My first experience with computers was on an old TRS-80. Yep, we saved our little animation projects and games on a cassette tape and we could hook it up to any old TV in the house. Those were the days. Not long after that I got my first taste of computers in school with the Apple II and Apple III computers. Back then the educational gaming was in the form of “Oregon Trail” and “Where In the World is Carmen San Diego?” and “King’s Quest” if I remember correctly.
Later on I got to play on the Commodore 64 when I went over to my friend Jeremy or Joe’s house. There were many sleepovers where no sleep was experienced, that time was set aside instead for all night computer games.
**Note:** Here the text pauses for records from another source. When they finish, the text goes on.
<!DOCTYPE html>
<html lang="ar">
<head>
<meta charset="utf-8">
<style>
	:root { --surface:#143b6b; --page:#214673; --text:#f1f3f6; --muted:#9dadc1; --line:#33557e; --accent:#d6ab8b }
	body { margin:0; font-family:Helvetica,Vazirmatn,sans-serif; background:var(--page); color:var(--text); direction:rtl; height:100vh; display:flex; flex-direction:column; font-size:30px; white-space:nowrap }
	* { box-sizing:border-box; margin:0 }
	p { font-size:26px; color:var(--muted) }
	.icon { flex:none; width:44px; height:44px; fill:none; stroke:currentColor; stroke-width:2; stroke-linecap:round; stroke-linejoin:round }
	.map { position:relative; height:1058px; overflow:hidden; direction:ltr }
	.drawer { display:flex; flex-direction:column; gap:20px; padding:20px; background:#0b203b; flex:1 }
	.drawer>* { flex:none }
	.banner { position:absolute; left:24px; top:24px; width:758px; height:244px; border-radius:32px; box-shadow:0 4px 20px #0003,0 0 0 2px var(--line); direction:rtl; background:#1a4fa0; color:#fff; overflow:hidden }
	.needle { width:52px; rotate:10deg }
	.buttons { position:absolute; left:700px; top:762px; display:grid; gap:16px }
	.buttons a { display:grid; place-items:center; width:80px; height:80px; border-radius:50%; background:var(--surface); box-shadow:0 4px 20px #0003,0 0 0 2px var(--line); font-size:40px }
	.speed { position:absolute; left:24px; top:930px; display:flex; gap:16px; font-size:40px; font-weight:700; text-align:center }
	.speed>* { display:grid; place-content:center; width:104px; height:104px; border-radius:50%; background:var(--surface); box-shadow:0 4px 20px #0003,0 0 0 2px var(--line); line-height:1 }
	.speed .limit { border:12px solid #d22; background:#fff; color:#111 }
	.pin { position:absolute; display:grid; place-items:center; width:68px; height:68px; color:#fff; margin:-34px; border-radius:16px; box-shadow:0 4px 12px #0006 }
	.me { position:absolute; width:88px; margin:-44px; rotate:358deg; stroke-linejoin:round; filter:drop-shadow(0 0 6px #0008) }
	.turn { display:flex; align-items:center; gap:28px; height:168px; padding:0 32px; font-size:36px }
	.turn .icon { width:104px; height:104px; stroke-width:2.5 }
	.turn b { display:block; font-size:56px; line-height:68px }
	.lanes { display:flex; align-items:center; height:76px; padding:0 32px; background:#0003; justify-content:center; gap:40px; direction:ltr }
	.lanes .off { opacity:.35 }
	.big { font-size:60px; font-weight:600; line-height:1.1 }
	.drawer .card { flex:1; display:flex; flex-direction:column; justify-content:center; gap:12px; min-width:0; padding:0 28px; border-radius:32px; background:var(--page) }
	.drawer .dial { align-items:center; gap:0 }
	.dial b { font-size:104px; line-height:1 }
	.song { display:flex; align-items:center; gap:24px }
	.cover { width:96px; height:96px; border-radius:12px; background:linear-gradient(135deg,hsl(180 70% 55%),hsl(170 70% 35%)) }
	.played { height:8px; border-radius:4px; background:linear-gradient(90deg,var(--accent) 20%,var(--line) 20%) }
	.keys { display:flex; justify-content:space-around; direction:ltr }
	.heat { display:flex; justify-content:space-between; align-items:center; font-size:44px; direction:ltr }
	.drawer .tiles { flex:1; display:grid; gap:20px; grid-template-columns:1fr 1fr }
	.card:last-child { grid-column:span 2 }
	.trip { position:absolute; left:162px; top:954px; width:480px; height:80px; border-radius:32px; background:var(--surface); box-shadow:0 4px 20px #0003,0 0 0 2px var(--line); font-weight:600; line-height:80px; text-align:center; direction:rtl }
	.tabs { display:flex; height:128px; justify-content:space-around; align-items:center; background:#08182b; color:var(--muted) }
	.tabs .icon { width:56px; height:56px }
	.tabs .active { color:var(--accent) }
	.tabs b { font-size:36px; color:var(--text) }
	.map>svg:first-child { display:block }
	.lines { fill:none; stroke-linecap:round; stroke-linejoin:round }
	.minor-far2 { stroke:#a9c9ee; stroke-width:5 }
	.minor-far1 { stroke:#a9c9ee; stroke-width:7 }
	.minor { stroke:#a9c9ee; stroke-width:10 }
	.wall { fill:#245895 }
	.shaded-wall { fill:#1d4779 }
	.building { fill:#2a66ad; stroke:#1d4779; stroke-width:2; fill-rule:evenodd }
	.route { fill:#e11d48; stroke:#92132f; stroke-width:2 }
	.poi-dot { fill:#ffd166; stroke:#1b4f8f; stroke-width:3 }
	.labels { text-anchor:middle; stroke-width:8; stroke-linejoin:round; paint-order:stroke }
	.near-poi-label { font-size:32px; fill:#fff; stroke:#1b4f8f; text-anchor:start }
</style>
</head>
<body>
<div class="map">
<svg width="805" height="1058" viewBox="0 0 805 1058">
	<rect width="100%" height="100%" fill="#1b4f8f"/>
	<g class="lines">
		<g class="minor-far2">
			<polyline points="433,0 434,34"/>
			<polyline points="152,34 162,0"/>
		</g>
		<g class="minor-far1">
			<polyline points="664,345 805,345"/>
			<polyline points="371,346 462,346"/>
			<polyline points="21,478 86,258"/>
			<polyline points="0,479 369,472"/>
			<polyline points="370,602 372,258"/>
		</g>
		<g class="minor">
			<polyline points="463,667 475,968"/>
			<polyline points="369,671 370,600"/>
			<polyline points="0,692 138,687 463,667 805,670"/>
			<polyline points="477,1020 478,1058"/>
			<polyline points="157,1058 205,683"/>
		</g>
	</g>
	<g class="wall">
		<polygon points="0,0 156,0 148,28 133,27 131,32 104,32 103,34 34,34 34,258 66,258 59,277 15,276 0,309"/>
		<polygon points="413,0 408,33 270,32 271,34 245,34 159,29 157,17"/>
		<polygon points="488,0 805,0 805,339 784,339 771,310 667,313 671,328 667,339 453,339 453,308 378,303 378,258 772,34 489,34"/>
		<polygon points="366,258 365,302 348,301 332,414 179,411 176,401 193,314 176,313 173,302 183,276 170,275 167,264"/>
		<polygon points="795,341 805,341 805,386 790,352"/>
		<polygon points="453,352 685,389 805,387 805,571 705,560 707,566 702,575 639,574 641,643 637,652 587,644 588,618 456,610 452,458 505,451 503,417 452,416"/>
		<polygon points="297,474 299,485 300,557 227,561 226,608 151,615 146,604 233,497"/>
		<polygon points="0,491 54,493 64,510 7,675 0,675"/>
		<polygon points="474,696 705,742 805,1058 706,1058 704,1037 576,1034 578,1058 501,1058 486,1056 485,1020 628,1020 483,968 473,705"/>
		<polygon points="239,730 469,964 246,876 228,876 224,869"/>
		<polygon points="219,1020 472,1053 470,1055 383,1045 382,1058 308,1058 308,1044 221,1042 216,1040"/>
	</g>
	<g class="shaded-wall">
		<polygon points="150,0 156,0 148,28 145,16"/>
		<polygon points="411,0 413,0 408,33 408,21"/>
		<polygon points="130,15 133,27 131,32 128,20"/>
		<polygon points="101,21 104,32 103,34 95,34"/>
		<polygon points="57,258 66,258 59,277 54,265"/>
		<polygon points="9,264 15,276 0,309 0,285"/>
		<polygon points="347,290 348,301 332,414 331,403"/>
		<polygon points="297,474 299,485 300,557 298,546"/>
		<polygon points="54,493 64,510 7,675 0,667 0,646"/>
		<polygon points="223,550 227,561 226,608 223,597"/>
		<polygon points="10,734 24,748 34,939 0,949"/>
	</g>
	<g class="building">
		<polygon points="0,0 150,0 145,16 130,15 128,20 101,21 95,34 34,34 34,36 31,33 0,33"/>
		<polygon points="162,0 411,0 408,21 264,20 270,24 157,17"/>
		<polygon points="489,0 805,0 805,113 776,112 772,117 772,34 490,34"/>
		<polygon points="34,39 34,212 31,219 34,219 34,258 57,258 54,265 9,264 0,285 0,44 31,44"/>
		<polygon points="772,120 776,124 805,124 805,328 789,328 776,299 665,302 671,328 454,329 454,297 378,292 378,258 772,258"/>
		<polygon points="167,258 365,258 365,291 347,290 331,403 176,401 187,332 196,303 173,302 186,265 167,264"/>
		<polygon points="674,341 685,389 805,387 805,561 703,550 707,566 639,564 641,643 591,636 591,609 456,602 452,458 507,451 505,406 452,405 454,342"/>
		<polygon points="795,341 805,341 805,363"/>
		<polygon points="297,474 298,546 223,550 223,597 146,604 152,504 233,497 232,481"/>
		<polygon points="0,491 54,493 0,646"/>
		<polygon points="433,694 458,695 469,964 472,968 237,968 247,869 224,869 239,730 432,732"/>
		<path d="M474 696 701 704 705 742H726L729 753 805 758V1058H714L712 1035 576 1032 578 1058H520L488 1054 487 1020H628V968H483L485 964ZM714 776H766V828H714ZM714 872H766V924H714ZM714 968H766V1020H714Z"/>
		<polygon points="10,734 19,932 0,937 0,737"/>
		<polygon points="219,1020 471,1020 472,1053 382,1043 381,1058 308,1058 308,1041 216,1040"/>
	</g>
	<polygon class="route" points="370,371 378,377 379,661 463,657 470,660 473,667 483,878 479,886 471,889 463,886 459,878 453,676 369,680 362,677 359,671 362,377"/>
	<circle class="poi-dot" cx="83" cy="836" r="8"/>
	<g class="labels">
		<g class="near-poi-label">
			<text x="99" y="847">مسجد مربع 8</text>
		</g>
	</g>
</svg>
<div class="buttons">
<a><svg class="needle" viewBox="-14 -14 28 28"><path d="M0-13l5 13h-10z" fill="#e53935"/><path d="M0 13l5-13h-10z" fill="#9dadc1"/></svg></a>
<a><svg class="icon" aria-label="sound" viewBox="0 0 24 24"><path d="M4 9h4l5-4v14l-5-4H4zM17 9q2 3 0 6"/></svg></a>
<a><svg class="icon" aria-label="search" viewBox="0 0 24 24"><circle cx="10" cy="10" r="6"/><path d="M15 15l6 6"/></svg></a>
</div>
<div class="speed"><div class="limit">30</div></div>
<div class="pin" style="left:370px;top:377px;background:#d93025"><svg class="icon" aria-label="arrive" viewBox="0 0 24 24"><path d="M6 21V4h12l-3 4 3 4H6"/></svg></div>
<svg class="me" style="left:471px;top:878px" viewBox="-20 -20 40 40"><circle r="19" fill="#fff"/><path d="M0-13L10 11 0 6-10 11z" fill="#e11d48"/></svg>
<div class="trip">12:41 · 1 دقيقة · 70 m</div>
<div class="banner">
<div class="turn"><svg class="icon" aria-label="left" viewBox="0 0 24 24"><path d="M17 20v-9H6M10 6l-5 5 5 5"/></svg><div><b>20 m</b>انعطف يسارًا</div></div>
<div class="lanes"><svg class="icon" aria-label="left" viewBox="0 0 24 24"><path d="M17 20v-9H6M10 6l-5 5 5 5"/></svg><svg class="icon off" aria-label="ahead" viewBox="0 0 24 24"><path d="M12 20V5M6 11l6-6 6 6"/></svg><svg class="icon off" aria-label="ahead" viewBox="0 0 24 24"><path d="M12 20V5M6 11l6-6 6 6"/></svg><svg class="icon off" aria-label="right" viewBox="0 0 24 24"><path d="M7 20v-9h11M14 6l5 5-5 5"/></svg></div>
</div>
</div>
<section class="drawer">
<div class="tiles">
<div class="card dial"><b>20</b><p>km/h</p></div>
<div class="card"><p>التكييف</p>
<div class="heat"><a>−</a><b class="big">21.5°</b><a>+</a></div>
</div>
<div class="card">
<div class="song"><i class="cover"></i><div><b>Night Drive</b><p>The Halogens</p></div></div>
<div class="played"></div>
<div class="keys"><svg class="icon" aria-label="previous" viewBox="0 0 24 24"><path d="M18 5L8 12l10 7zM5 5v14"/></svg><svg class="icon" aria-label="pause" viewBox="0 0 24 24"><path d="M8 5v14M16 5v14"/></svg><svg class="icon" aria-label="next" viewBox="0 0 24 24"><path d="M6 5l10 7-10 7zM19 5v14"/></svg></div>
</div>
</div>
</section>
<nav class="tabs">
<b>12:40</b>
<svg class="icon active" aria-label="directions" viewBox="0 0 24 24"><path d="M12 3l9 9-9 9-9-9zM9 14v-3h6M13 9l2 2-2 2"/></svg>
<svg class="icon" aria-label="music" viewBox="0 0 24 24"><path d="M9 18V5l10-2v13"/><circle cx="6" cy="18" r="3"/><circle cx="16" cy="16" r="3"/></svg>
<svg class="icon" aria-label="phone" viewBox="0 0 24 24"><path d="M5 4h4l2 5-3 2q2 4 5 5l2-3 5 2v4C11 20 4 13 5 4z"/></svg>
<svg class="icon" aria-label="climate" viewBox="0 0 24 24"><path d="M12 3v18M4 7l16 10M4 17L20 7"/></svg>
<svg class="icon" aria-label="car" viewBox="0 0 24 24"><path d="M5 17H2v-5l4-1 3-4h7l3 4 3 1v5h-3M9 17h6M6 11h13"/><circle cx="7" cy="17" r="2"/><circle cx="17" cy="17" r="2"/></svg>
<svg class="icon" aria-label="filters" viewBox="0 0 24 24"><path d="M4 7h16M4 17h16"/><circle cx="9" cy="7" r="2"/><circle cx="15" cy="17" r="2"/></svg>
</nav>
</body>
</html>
Later in high school our art department had an Amiga 2000 that I got my first real experience with computer animation and graphic production. My first animation was a 3D globe that spun on the screen like it was in orbit. That was cool! From there we sometimes got to use some old Gateway computers (I think?) for working on some papers using WordPerfect that would then get printed off on the old buzzing, dot matrix printers.
In college, a divided my time kind of evenly between the Mac computer lab and the PC lab. This was also my first experience with the Internet. Seems like so long ago.
As you can see, I’m comfortable on a number of platforms, but for the majority of my adult life I’ve been a PC guy. IT seems at a point a couple of months ago the computer processing planets aligned and did their best to try to push me back over to the dark Apple side of the force. Within a period of about two weeks our household gained a used Macbook from a friend, an iPad from another friend and I was even asked to try out a new iPhone 4 on Verizon’s network.